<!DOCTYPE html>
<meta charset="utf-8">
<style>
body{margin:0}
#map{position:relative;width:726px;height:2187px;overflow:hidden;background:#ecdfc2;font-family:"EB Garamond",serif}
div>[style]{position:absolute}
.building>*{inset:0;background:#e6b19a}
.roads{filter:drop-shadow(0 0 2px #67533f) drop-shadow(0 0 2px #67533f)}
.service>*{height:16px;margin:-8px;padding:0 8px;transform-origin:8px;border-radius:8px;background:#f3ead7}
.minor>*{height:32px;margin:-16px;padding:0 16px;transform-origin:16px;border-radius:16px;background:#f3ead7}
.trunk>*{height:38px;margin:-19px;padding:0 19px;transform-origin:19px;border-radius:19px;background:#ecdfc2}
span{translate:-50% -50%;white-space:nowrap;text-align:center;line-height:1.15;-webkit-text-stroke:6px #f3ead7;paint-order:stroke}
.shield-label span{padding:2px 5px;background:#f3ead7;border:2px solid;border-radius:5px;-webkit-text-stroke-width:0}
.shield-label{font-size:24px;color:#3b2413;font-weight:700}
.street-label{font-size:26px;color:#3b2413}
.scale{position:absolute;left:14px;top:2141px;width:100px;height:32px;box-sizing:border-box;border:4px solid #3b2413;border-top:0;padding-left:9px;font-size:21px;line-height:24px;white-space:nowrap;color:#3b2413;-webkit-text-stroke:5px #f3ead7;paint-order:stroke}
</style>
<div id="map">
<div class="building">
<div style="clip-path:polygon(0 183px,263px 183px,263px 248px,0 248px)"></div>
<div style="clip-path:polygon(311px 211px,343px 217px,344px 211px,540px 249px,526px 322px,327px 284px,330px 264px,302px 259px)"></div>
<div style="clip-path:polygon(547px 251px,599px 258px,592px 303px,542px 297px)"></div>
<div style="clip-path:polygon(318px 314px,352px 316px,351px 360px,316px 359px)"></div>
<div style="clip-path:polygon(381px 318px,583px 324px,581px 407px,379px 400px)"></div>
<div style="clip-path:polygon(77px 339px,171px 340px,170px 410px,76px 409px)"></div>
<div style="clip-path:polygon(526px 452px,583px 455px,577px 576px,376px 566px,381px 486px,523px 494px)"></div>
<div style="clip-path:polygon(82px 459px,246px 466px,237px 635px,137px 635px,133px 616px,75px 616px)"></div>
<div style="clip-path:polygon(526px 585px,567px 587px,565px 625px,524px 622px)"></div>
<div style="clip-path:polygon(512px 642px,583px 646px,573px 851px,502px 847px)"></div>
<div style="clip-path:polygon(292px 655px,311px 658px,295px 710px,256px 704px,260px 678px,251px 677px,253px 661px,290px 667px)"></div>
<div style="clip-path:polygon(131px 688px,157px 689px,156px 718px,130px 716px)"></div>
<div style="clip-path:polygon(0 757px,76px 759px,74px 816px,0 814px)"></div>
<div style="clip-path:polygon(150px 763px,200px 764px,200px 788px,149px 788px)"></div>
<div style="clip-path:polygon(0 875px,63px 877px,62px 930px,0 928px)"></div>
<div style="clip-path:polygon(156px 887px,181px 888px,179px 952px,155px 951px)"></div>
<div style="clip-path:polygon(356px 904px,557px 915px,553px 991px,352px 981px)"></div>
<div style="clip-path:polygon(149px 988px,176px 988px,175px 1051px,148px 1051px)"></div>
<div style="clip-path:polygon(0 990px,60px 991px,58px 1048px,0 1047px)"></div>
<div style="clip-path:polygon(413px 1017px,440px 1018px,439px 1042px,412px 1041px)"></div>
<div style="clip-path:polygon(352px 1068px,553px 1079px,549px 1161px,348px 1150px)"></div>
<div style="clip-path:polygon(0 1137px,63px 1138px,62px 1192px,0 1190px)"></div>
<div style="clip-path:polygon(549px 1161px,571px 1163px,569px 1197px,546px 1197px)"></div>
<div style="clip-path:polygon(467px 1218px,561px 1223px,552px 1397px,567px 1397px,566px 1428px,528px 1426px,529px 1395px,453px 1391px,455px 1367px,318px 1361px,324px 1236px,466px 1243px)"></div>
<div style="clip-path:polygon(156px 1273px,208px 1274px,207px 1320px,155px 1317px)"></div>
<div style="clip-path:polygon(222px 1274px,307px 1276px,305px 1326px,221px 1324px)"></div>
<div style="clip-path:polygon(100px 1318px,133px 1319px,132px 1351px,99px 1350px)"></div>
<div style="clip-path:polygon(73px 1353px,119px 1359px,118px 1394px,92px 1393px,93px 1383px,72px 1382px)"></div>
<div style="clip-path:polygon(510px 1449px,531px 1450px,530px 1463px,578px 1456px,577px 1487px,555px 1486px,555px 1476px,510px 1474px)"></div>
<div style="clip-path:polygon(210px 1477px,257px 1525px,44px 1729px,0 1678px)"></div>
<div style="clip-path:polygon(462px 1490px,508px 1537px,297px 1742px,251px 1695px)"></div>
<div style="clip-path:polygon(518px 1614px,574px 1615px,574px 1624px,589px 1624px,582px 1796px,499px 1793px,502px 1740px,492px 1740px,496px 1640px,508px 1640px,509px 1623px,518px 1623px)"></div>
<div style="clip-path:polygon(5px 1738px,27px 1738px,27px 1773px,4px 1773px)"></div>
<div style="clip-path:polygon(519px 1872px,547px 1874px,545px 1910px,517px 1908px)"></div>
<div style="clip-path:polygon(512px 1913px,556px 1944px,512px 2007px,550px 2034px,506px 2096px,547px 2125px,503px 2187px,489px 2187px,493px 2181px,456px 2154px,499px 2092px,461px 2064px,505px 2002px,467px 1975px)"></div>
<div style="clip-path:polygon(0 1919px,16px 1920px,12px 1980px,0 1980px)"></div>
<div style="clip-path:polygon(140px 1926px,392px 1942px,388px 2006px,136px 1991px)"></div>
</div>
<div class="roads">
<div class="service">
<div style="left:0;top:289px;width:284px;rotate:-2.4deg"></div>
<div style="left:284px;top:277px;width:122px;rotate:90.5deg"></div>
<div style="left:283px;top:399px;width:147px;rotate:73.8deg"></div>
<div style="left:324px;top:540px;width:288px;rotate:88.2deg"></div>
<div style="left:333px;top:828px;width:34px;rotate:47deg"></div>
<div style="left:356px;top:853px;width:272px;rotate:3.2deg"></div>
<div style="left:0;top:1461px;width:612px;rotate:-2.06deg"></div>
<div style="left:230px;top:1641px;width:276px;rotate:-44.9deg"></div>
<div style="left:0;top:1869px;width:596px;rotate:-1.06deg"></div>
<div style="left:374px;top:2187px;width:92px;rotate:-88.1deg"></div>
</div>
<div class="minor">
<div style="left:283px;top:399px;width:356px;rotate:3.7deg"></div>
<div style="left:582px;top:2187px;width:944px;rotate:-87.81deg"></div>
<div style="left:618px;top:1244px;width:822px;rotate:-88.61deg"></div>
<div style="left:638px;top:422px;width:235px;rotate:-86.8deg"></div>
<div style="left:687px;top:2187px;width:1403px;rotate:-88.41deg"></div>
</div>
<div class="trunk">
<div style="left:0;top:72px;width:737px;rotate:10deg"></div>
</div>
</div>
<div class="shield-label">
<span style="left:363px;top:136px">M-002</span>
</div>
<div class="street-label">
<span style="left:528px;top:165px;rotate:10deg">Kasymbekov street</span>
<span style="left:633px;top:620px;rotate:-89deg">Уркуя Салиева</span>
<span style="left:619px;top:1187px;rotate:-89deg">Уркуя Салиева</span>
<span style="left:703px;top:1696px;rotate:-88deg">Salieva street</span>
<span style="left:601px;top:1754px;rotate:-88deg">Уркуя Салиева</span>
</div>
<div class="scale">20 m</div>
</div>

-------

__Task objective__: Check each line of the listing for the word "nowrap". Report how many lines have it, and nothing more.

__Your solution__: 2